What I am interested in and it is always easy to forget about the past is how the culture came up to signify what it is today and I have spent several weeks recalling those moments when these phones entered our world.

It happened in early 2002 when I was in the third year of college. it was during now, that people started talking these phones, bulky and more like the walkie my father uses in the mines. But this was immediately after the internet had arrived in our lives (that is another story worth writing another time) and we were all ready for massive changes in ous social lives. However, no one I know really came to own any of these phones, with the cost being a major deterrent and the sheer bulkiness being another. That year passed and in 2003, I found myself in IIFM, Bhopal with cell phones in the hands of the people in posh markets.

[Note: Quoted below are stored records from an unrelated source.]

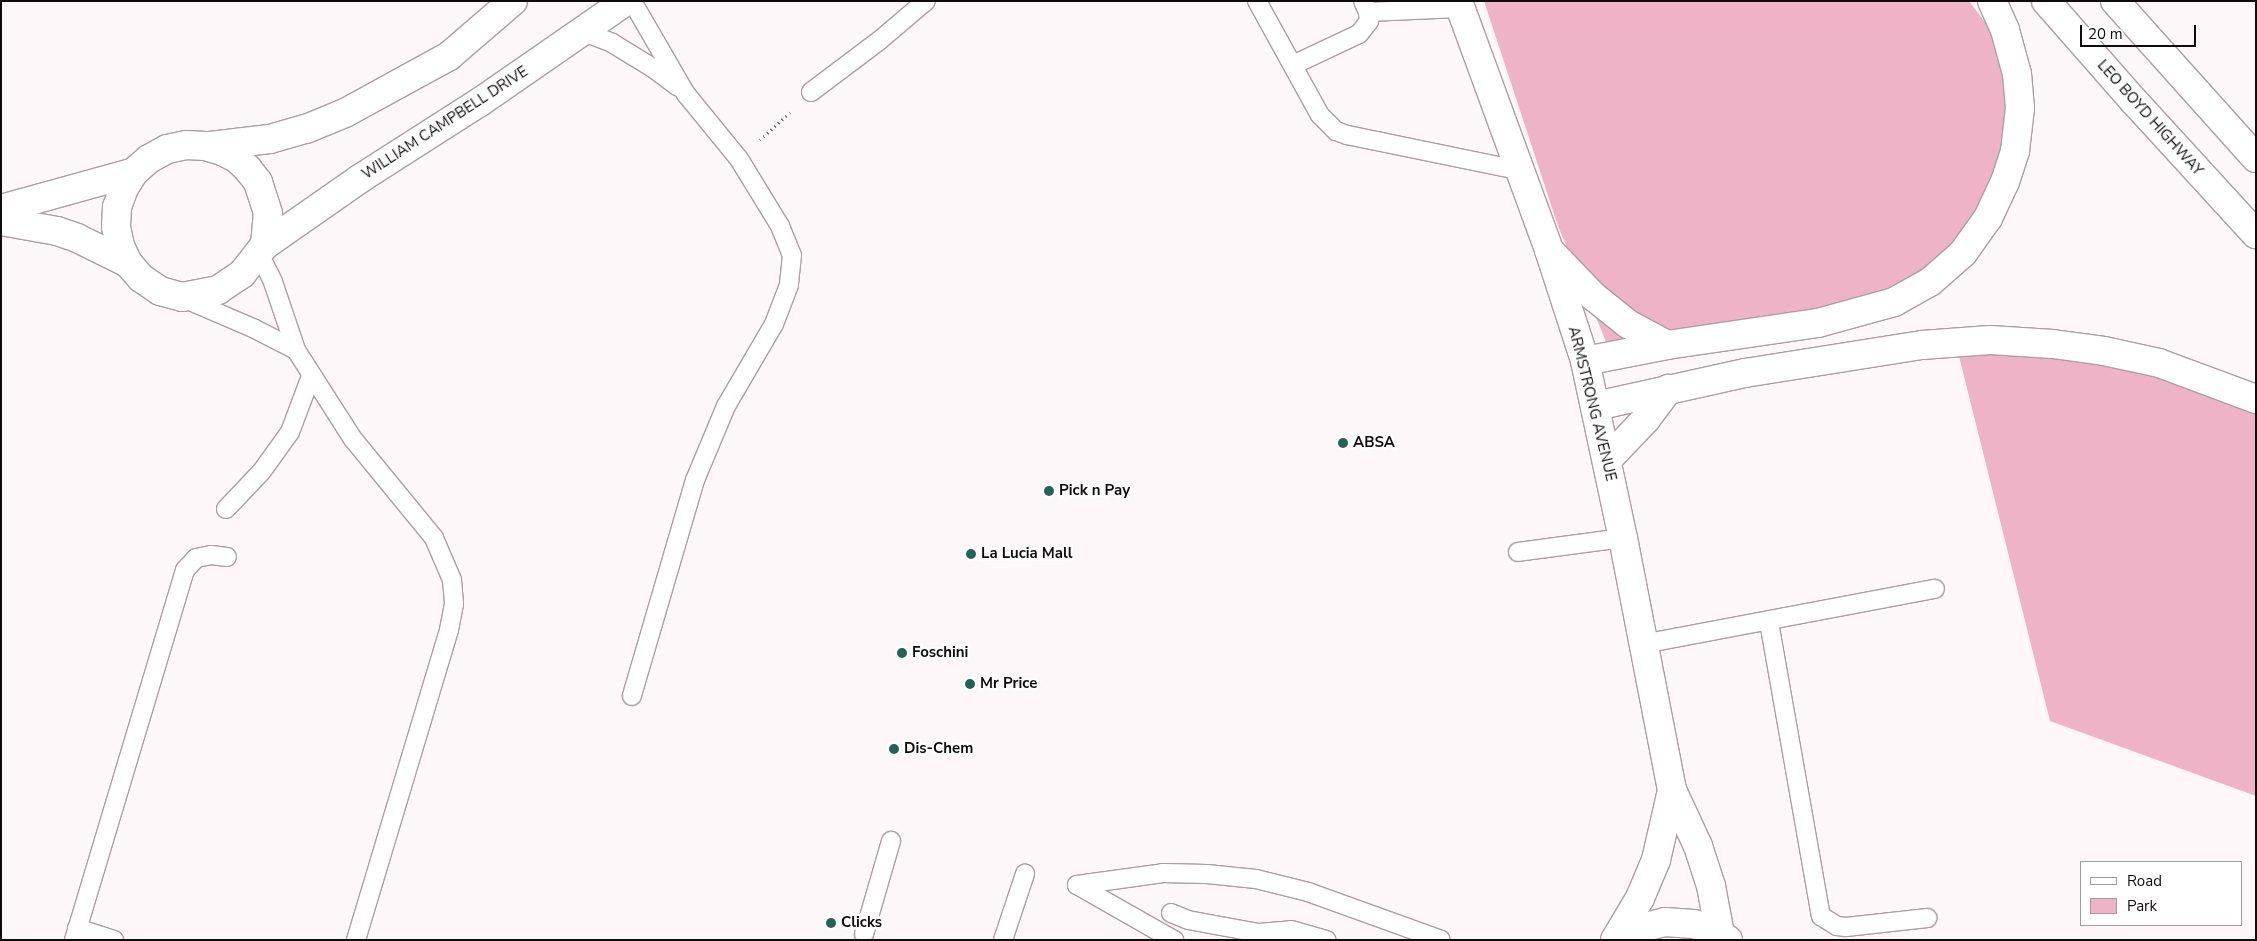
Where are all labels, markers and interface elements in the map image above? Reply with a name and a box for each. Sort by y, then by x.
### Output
scale bar [2082,15,2198,47]
text: 20 m [2088,24,2123,44]
street label: LEO BOYD HIGHWAY [2093,56,2207,180]
street label: WILLIAM CAMPBELL DRIVE [359,63,531,183]
street label: ARMSTRONG AVENUE [1564,325,1620,483]
place label: ABSA [1353,434,1395,452]
marker: ABSA [1337,437,1349,449]
place label: Pick n Pay [1059,482,1130,500]
marker: Pick n Pay [1043,485,1055,497]
place label: La Lucia Mall [981,545,1073,563]
marker: La Lucia Mall [965,548,977,560]
place label: Foschini [912,644,968,662]
marker: Foschini [896,647,908,659]
place label: Mr Price [980,675,1037,693]
marker: Mr Price [964,678,976,690]
place label: Dis-Chem [904,740,973,758]
marker: Dis-Chem [888,743,900,755]
legend [2080,861,2242,926]
text: Road [2127,871,2162,891]
text: Park [2127,896,2157,916]
place label: Clicks [841,914,882,932]
marker: Clicks [825,917,837,929]

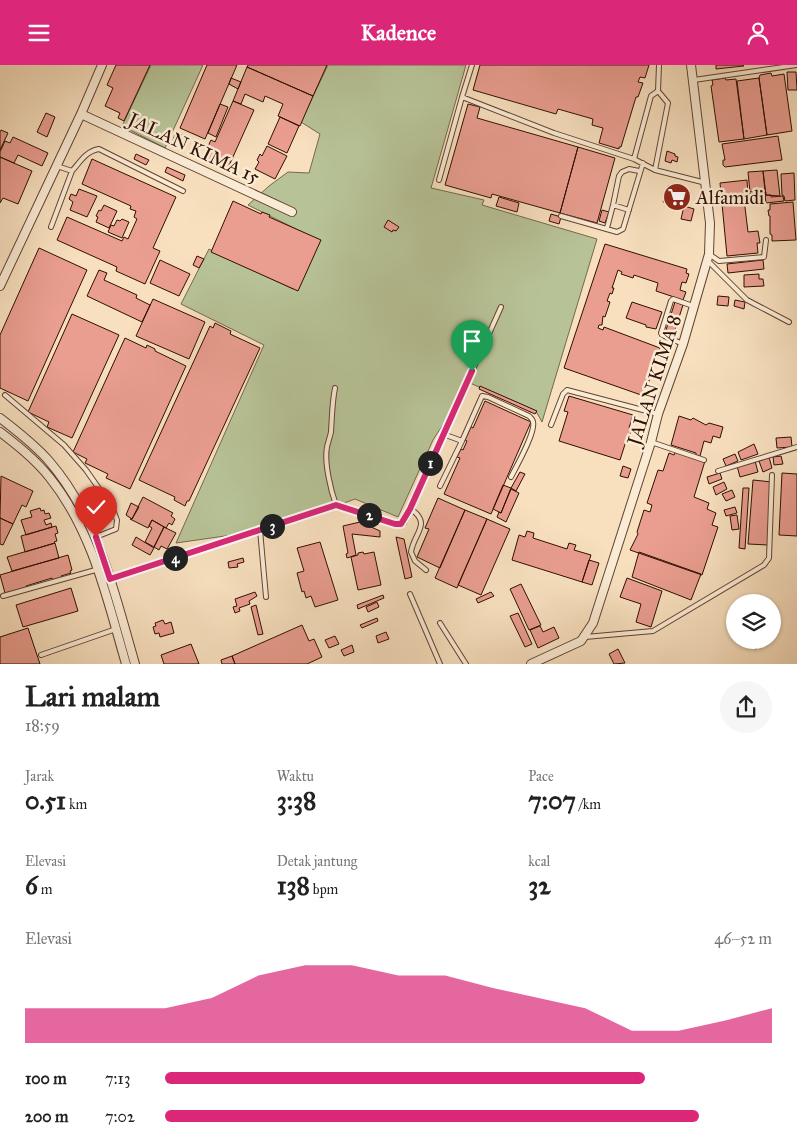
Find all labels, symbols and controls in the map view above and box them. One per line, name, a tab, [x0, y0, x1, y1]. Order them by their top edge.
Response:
icon: menu	[25, 19, 53, 47]
text: Kadence	[361, 19, 436, 46]
icon: person	[744, 19, 772, 47]
street label: JALAN KIMA 15	[122, 107, 263, 189]
supermarket icon: Alfamidi	[662, 182, 692, 212]
place label: Alfamidi	[695, 186, 764, 209]
street label: JALAN KIMA 8	[621, 312, 687, 450]
pin	[451, 320, 493, 371]
icon: arrive	[458, 327, 486, 355]
pin: 1	[418, 451, 442, 475]
text: 1	[428, 455, 433, 472]
pin	[75, 486, 117, 537]
icon: check	[82, 493, 110, 521]
pin: 2	[356, 503, 382, 527]
text: 2	[366, 507, 373, 524]
pin: 3	[260, 513, 284, 539]
text: 3	[270, 518, 275, 535]
pin: 4	[162, 545, 188, 571]
text: 4	[172, 550, 179, 567]
map controls	[726, 594, 781, 649]
button: layers	[726, 594, 781, 649]
text: Lari malam	[25, 679, 160, 714]
button: share	[720, 681, 772, 733]
text: 18:59	[25, 716, 60, 735]
text: Jarak	[25, 768, 54, 785]
text: Waktu	[277, 768, 314, 785]
text: Pace	[528, 768, 554, 785]
text: 0.51	[25, 785, 66, 816]
text: 3:38	[277, 785, 316, 816]
text: 7:07	[528, 785, 576, 816]
text: km	[66, 796, 87, 813]
text: /km	[576, 796, 601, 813]
text: Elevasi	[25, 853, 66, 870]
text: Detak jantung	[277, 853, 357, 870]
text: kcal	[528, 853, 550, 870]
text: 6	[25, 870, 38, 901]
text: 138	[277, 870, 310, 901]
text: 32	[528, 870, 551, 901]
text: m	[38, 881, 53, 898]
text: bpm	[310, 881, 338, 898]
text: Elevasi	[25, 929, 72, 948]
text: 46–52 m	[714, 929, 772, 948]
text: 100 m	[25, 1069, 67, 1088]
text: 7:13	[105, 1069, 130, 1088]
text: 200 m	[25, 1107, 68, 1126]
text: 7:02	[105, 1107, 135, 1126]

Prior to that, I had seen some people with these phones in Delhi way back in 2000 or so, where one gentleman in Priya Cinema was ostensibly speaking over a phone but then it RANG!!! leading to laughs amongst those who were gawking at him and he escaping somewhere...

Yes, at Bhopal which is not a big city in 2003, I started seeing these phones with amazing regularity - in markets, at workplaces and above all in educational institutions where no one seemed to know what was happening.

In my case, the first regular cell use came into view in late 2003 and early 2004, though she had the phone with her from the time she joined IIFM, in June 2003. She had a Motorola or a sony, can't remember which and to her credit, she never flaunted it in the classes. In fact, no one knew that she had a phone, gifted by her brother from Japan...

In December 2003, we went out for a two month long field trip and when all returned in January the next year, whoa, there were 6 phones int he batch and all were sleek and less bulky than the ones I had seen in Chandigarh. SIX phones... that was January.... By the time I left IIFM in April 2004, there were 35 phones in a batch of 45...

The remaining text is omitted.